Session H4: Polymer Physics Prize
8:00 AM–11:00 AM, Tuesday, March 22, 2011
Room: Ballroom A4
Sponsoring Unit: DPOLY
Chair: Philip Pincus, University of California, Santa Barbara
Abstract ID: BAPS.2011.MAR.H4.1
Abstract: H4.00001 : Polymer Physics Prize Talk: Polymer Brushes: Why do we still care?
8:00 AM–8:36 AM
Gary S. Grest
(Sandia National Laboratories)
Polymer molecules have been widely used to modify the properties of surfaces including its adhesion. Among the most studied have been polymer brushes, in which polymer chains are grafted at one end to a surface and immersed in a small molecule solvents. Experiments and simulations have shown that the conformation of the chains grafted onto a flat surface depends on the grafting density and the interaction of the polymer with the solvent. As the molecular weight of the solvent increases, the structure of the brush changes. Consequently the brush chains are expelled from the solvent due to entropic loss that originate from the fact that the melt chains penetrating the brush cannot overcome the translational, or mixing, entropy.
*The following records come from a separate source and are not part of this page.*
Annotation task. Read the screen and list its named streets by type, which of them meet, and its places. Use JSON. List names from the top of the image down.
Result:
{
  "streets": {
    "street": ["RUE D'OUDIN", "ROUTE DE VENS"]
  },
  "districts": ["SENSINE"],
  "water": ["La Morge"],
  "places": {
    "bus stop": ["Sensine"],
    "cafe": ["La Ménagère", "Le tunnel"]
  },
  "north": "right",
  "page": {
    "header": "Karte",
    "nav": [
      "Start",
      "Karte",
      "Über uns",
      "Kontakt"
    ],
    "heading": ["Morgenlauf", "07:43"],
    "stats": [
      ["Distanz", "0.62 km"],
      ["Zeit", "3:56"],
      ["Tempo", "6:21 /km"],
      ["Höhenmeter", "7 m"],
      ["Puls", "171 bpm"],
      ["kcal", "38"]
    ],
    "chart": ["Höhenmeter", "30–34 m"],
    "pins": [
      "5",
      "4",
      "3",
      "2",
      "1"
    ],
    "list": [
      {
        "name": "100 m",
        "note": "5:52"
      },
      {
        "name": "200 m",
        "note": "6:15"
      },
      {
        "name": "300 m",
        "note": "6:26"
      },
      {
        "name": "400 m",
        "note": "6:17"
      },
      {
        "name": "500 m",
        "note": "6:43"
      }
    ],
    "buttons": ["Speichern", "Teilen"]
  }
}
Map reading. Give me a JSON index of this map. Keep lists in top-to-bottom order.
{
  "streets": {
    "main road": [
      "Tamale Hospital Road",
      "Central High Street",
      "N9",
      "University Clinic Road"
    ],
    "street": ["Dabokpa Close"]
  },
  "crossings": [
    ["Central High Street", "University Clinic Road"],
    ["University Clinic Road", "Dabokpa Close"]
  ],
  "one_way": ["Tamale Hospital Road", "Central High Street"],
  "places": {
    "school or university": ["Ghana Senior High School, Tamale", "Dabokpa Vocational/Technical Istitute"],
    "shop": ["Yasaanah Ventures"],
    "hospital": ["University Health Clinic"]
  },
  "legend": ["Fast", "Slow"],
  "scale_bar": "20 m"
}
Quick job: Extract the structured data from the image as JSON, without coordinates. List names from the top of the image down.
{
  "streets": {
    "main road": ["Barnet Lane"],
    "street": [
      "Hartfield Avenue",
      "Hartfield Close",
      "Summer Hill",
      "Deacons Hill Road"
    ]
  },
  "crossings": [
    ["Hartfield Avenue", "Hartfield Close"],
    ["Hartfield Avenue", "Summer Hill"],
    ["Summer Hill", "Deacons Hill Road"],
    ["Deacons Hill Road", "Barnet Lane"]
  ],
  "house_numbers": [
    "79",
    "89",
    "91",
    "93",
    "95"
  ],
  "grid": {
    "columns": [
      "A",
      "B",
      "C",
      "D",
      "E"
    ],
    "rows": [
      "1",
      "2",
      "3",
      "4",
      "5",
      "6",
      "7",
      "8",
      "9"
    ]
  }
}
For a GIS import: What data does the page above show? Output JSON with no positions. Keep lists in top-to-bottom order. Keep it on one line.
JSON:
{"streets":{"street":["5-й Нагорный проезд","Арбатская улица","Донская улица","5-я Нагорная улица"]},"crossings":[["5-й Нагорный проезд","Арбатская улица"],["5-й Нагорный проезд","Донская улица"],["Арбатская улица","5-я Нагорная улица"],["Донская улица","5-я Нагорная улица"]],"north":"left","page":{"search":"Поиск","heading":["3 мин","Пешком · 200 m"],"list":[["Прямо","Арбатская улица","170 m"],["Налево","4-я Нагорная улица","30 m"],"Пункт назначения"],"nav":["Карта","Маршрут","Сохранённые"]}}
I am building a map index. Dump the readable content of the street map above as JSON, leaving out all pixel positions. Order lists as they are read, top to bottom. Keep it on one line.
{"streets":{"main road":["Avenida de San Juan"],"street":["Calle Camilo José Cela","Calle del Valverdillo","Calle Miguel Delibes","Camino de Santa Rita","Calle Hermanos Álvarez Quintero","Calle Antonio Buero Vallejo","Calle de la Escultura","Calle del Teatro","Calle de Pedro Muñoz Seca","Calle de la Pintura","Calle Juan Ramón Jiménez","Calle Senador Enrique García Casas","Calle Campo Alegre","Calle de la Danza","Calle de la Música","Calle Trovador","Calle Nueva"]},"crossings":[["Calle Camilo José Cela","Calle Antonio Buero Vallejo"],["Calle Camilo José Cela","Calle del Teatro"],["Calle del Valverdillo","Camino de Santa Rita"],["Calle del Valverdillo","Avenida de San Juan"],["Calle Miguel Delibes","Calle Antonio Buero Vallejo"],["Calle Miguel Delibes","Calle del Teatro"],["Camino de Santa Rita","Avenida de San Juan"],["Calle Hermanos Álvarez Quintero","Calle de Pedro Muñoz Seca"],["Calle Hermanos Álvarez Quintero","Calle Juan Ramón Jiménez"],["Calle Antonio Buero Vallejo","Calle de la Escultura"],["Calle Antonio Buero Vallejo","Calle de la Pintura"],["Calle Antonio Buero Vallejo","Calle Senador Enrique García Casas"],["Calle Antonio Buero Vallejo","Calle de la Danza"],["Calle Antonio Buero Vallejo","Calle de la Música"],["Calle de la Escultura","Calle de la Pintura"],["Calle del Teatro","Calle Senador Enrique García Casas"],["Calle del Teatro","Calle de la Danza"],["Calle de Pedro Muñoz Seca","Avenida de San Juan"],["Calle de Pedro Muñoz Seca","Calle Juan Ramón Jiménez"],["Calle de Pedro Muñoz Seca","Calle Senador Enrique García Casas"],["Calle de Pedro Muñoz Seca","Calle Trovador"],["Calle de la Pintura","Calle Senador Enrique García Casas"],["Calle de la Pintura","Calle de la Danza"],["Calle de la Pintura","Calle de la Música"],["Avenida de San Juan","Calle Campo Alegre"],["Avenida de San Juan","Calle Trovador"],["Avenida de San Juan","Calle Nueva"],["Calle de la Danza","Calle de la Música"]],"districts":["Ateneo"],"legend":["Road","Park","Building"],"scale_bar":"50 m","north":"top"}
This crossover from wetted to non-wetted brushes, has important implications for polymer adhesion, where the phase separation of melt and brush chains reduces entanglements at the interface. As polymers are grafted to nanoparticles, the curvature of the surface offers the polymer brush chains a significantly larger space to explore compared to a flat surface, reducing the tendency for autophobic dewetting. Using large scale molecular dynamics simulations we have studied the interface between brush coated nanoparticles and a polymer melt. Effects of chain length of the brush, and that of the polymer melt, the coverage of the nanoparticle and its curvature on the brush/melt interface will be discussed. The role of individual entanglements, between the brush chains and the melt, as identified by primitive path analysis will be introduced. These simulations provide insight into the structure of the brush/polymer interface which is not accessible through other theoretical or experimental means.